Re: [TCP]: TCP_DEFER_ACCEPT causes leak sockets
From: Vitaliy Gusev
Date: Tue Jun 17 2008 - 04:39:22 EST
On 17 June 2008 12:09:58 Ingo Molnar wrote:
> * David Miller <davem@xxxxxxxxxxxxx> wrote:
> > From: Ingo Molnar <mingo@xxxxxxx>
> > Date: Tue, 17 Jun 2008 09:26:58 +0200
> >
> > > So since there's no clear bug pattern and no sure reproducability on
> > > my side i'd suggest we track this problem separately and "do
> > > nothing" right now.

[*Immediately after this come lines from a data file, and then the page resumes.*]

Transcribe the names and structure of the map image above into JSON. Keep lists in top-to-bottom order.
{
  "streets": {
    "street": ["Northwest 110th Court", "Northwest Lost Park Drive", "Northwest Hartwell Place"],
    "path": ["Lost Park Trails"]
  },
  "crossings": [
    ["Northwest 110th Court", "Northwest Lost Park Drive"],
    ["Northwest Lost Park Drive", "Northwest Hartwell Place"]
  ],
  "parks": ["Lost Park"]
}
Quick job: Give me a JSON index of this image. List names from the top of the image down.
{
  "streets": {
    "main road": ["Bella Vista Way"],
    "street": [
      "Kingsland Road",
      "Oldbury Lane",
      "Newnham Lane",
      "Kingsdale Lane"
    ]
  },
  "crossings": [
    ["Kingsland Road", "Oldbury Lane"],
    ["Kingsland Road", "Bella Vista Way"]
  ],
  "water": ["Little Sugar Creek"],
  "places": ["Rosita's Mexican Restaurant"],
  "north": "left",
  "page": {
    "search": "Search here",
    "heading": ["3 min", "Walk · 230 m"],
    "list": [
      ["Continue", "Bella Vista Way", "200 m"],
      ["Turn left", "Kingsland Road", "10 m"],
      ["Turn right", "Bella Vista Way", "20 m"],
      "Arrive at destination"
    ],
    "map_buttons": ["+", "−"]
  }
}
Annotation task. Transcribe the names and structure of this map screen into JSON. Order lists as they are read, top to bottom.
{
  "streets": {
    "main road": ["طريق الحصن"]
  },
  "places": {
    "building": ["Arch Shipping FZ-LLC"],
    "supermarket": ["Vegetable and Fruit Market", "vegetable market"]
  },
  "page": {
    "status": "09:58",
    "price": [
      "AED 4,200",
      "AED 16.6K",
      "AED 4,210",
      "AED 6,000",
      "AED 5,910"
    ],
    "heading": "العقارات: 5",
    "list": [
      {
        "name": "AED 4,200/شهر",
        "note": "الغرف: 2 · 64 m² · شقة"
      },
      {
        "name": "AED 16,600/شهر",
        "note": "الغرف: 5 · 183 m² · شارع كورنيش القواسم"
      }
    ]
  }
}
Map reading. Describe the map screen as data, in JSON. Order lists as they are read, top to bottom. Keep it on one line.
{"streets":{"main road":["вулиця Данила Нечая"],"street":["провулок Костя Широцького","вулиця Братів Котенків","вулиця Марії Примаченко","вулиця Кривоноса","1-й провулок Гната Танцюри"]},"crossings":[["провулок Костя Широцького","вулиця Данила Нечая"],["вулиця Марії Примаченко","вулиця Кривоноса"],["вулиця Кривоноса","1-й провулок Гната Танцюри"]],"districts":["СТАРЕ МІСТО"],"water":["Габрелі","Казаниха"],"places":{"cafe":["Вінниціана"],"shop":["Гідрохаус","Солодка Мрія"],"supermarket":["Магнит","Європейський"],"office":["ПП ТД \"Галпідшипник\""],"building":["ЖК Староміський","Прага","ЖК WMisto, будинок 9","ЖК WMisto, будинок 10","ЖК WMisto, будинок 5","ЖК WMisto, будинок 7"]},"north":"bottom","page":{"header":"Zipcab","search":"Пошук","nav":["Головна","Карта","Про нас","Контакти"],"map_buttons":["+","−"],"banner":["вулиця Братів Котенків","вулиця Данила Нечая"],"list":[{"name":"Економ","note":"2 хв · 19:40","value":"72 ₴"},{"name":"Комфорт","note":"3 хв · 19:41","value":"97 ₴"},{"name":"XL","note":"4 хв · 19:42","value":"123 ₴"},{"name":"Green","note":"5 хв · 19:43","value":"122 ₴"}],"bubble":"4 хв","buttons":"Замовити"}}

I've excluded this warning from my 'is the
> > > freshly booted kernel buggy' list of conditions of -tip testing so
> > > it's not holding me up.
> >
> > I'm going to push the revert through just to be safe and I think it's
> > a good idea to do so because all of those defer accept changes should
> > be resubmitted as a group for 2.6.27
>
> okay - in that case the full revert is well-tested on my side as well,
> fwiw.
>
> Tested-by: Ingo Molnar <mingo@xxxxxxx>
Revert patch takes away problem with leak sockets.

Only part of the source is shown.